Sans compter le reste, ils portent l'audace jusqu'à essayer de nous disputer Amphipolis. Je crois pouvoir présenter des droits bien mieux fondés que ceux qui réclament cette ville. [21] Si elle est aux premiers qui l'ont conquise, ma possession n'est-elle pas juste? Alexandre, un de mes ancêtres, s'en empara le premier (07) : témoin la statue d'or qu'il lit ériger à Delphes, comme prémices des dépouilles des Mèdes. Ce principe contesté, prétend-on qu'elle est au dernier occupant? ici encore le droit est de mon côté : car j'ai pris cette place sur ceux qui vous en ont chassés, et que Lacédémone y avait établis. [22] Succession ou conquête, voilà les seuls titres à la propriété d'une ville (08). Et vous, qui n'avez ni première occupation, ni possession actuelle, mais un très court séjour sur les lieux, vous en revendiquez une dont vous-mêmes nous avez confirmé authentiquement la propriété I Je vous al souvent écrit au sujet d'Amphipolis; vous avez reconnu nos droits ; nous avons fait la paix, et les mêmes stipulations m'ont assuré cette place et votre alliance. [23] Où donc trouver une possession plus inébranlable que celle qui a son principe dans la transmission par mes aïeux, qui a été renouvelée par mes armes, et triplée par l'assentiment d'un peuple accoutumé à disputer même ce qui ne lui appartient nullement?

Voilà mes griefs. Vous êtes les agresseurs, et ma modération vous rend plus entreprenants, plus ardents à me faire tout le mal que vous pouvez. Je vous repousserai donc, la justice sera avec moi; et, après avoir attesté les dieux, je trancherai le différend.
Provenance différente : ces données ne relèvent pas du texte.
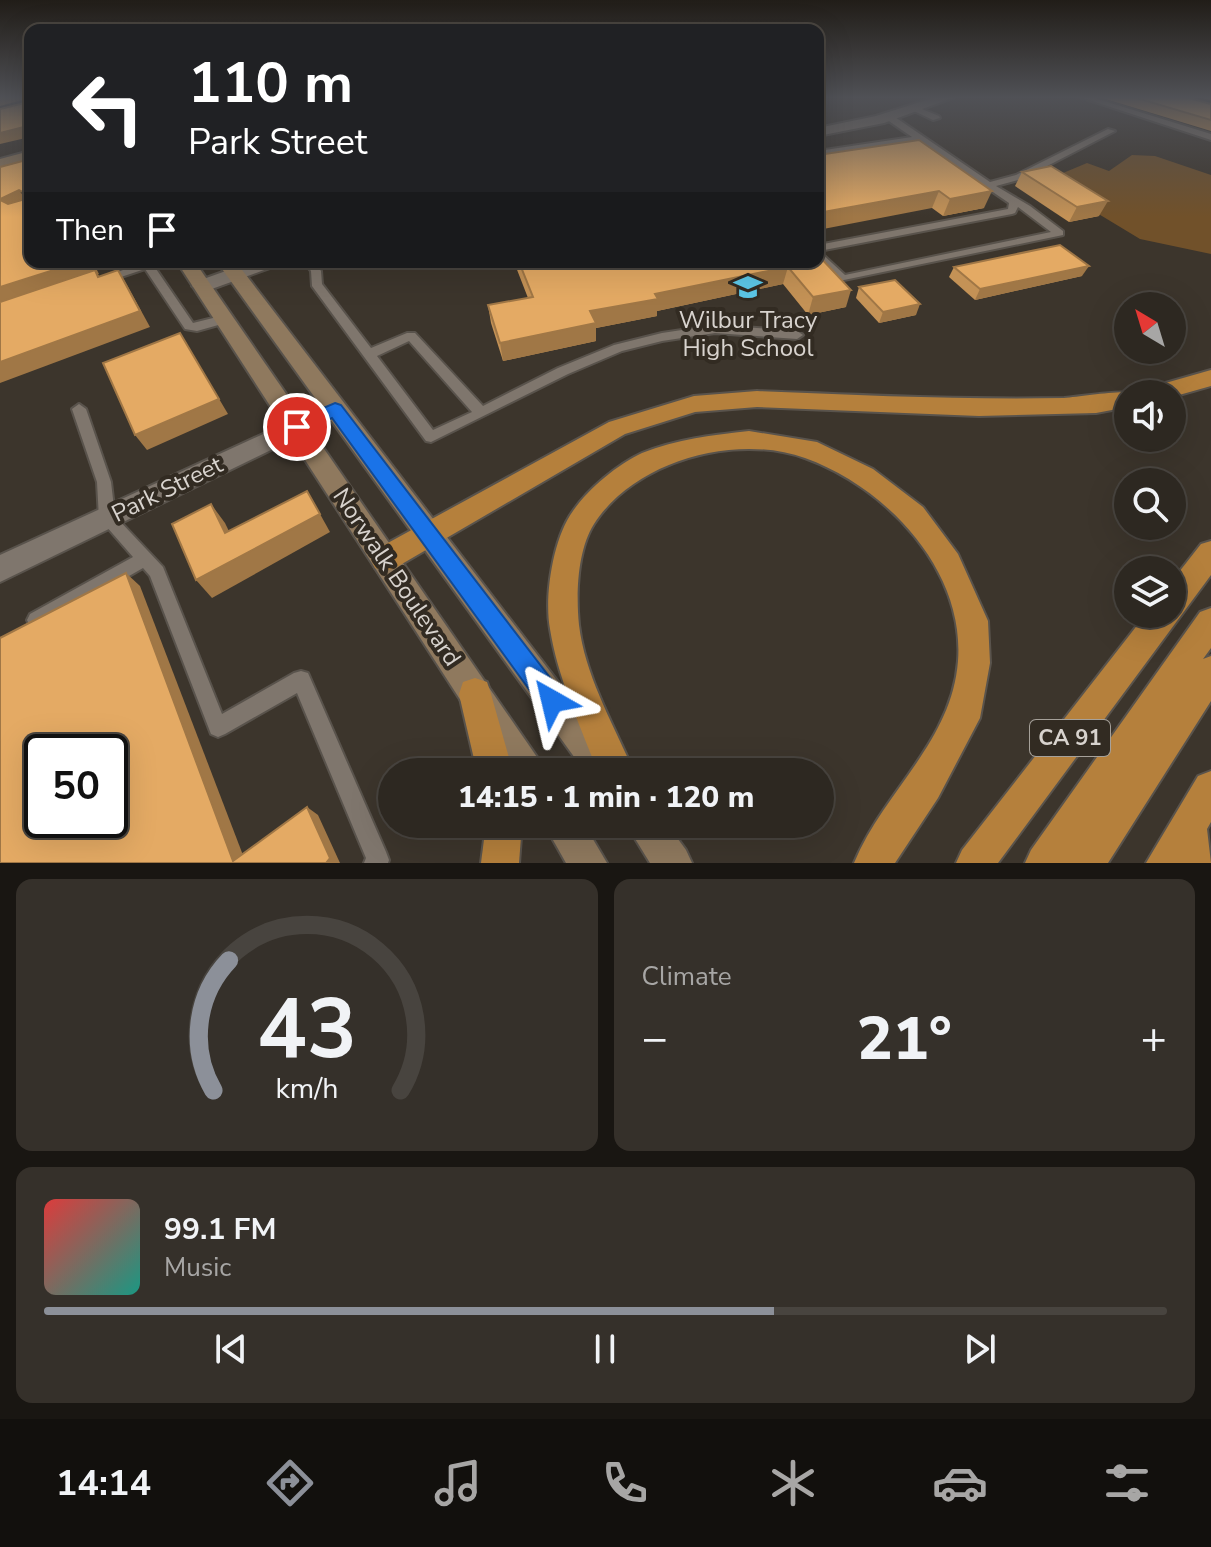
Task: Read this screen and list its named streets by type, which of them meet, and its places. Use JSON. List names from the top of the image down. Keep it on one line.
{"streets":{"highway":["CA 91"],"main road":["Norwalk Boulevard"],"street":["Park Street"]},"crossings":[["Park Street","Norwalk Boulevard"]],"places":{"school or university":["Wilbur Tracy High School"]},"north":"top left","page":{"turn":["110 m","Park Street"],"then":"Then","limit":"50","trip":"14:15 · 1 min · 120 m","tile":"Climate","heat":["−","21°","+"],"song":["99.1 FM","Music"],"tabs":"14:14","gauge":["43","km/h"]}}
Suivant l'usage, cette lettre adroite fut lue au peuple. Le cri de guerre est aussitôt poussé par une partie de l'assemblée. Les amis d'Isocrate et d'Eschine, abusés ou feignant de l'être, osent de-mander si les plus grands torts ne sont pas du côté d'Athènes. Phocion arrive sur ces entrefaites. Vainqueur, il conseille la paix. Dans ce conflit d'opinions, Démosthène s'élance à la tribune.
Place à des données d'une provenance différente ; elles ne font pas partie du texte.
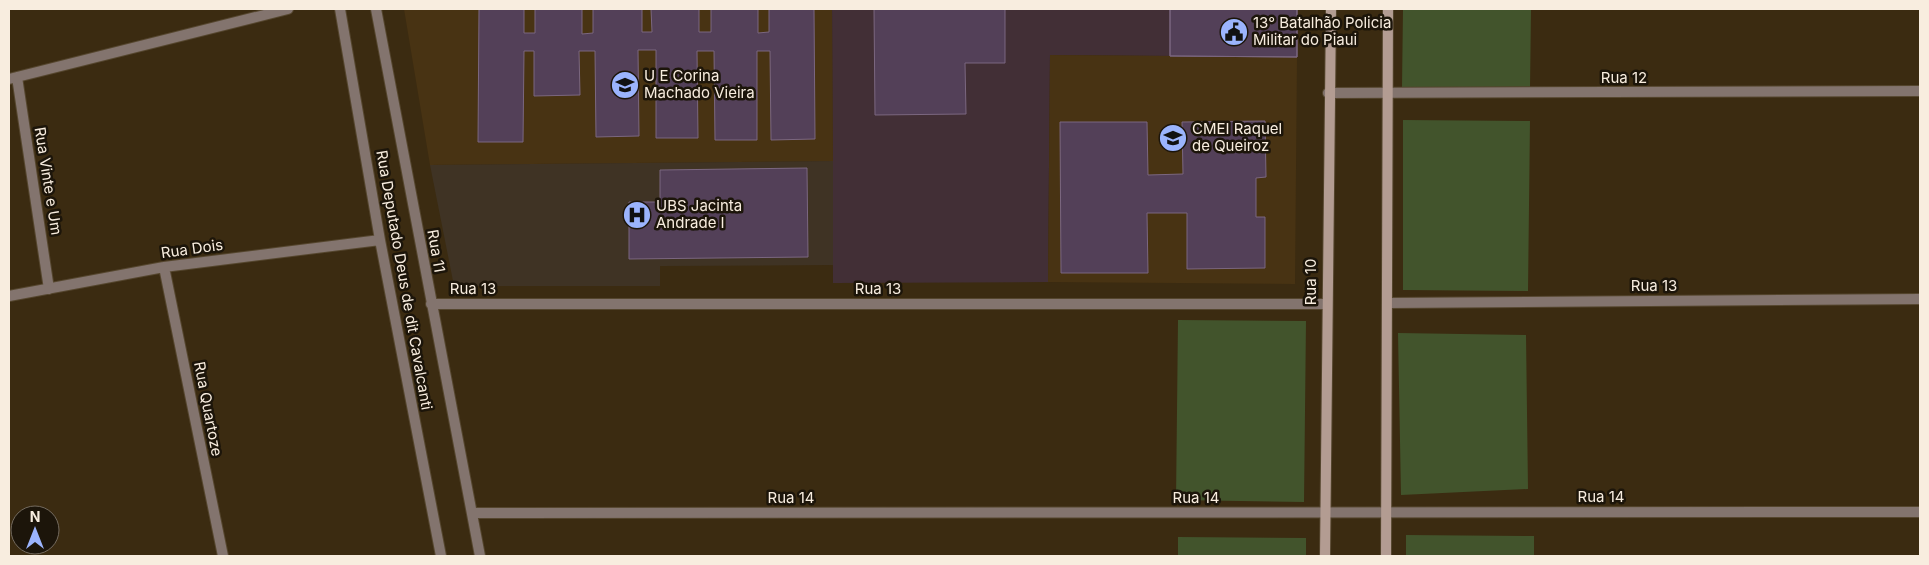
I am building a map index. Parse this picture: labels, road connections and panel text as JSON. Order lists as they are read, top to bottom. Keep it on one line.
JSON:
{"streets":{"main road":["Rua 10"],"street":["Rua 12","Rua Vinte e Um","Rua Dois","Rua 11","Rua Deputado Deus de dit Cavalcanti","Rua 13","Rua Quartoze","Rua 14"]},"crossings":[["Rua 12","Rua 10"],["Rua Vinte e Um","Rua Dois"],["Rua Dois","Rua Deputado Deus de dit Cavalcanti"],["Rua Dois","Rua Quartoze"],["Rua 11","Rua 13"],["Rua 11","Rua 14"],["Rua 10","Rua 13"],["Rua 10","Rua 14"]],"places":{"public building":["13° Batalhão Policia Militar do Piaui"],"school or university":["U E Corina Machado Vieira","CMEI Raquel de Queiroz"],"hospital":["UBS Jacinta Andrade I"]},"north":"top"}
Il ne s'arrête pas à suivre pied à pied les raisonnements de Philippe, à réfuter ses accusations. Sa lettre est une déclaration de guerre : voilà ce qu'il s'attache à prouver; puis, quand il aura enflammé le coeur des Athéniens par cette idée, il leur présentera les moyens de lutter contre leur puissant ennemi.

ONZIÈME PHILIPPIQUE.

(1) Athéniens! Philippe n'avait pas fait la paix avec vous; il n'avait que suspendu la guerre : pour vous tous cela devient évident. Après avoir livré Alos aux Pharsaliens, disposé de la Phocide, subjugué toute la Thrace sur des motifs imaginaires, sur d'injustes prétextes, il nous fait depuis longtemps une guerre qu'il ne déclare qu'aujourd'hui par ce message. [2] Vous ne devez donc ni redouter sa puissance, ni l'attaquer mollement; mais, sans ménager fortunes, personne, vaisseaux, vous devez courir aux armes. Essayons de le montrer.

D'abord, vous aurez naturellement, ô Athéniens ! pour alliés, pour puissances auxiliaires, les dieux que ce parjure a trahis par une violation inique de la paix. [3] Ensuite, tous ses moyens d'agrandissement, impostures continuelles, pompeuses promesses, sont depuis longtemps épuisés. Périnthe, Byzance et leurs confédérés savent qu'il n'aspire qu'à les traiter comme il a traité Olynthe. [4] La Thessalie n'ignore pas qu'il veut être le tyran, non le chef de ses alliés. Thèbes se méfie de celui qui asservit Nicée par une garnison, s'insinue parmi les Amphictyons, attire à lui les députations du Péloponnèse, et brise la ligue qu'elle avait formée. Ainsi, parmi ses anciens amis, les uns le poursuivent à outrance, les autres le défendent mollement, tous le soupçonnent et l'accusent. [5] Ajoutez (et ce n'est pas un léger avantage) que les satrapes d'Asie viennent de le forcer à lever le siége de Périnthe en y jetant des étrangers soldés. Devenus ses ennemis et menacés de près s'il met la main sur Byzance, [6] ils seront pour nous d'ardents auxiliaires; ils feront plus, ils engageront le roi de Perse à nous fournir de l'argent. Plus riche que tous les Grecs 128 ensemble, et assez influent (09) sur leurs affaires pour avoir apporté la victoire, dans nos guerres contre Lacédémone, au parti qu'il embrassait, ce prince, devenant notre allié, écrasera en se jouant la puissance d'un Philippe.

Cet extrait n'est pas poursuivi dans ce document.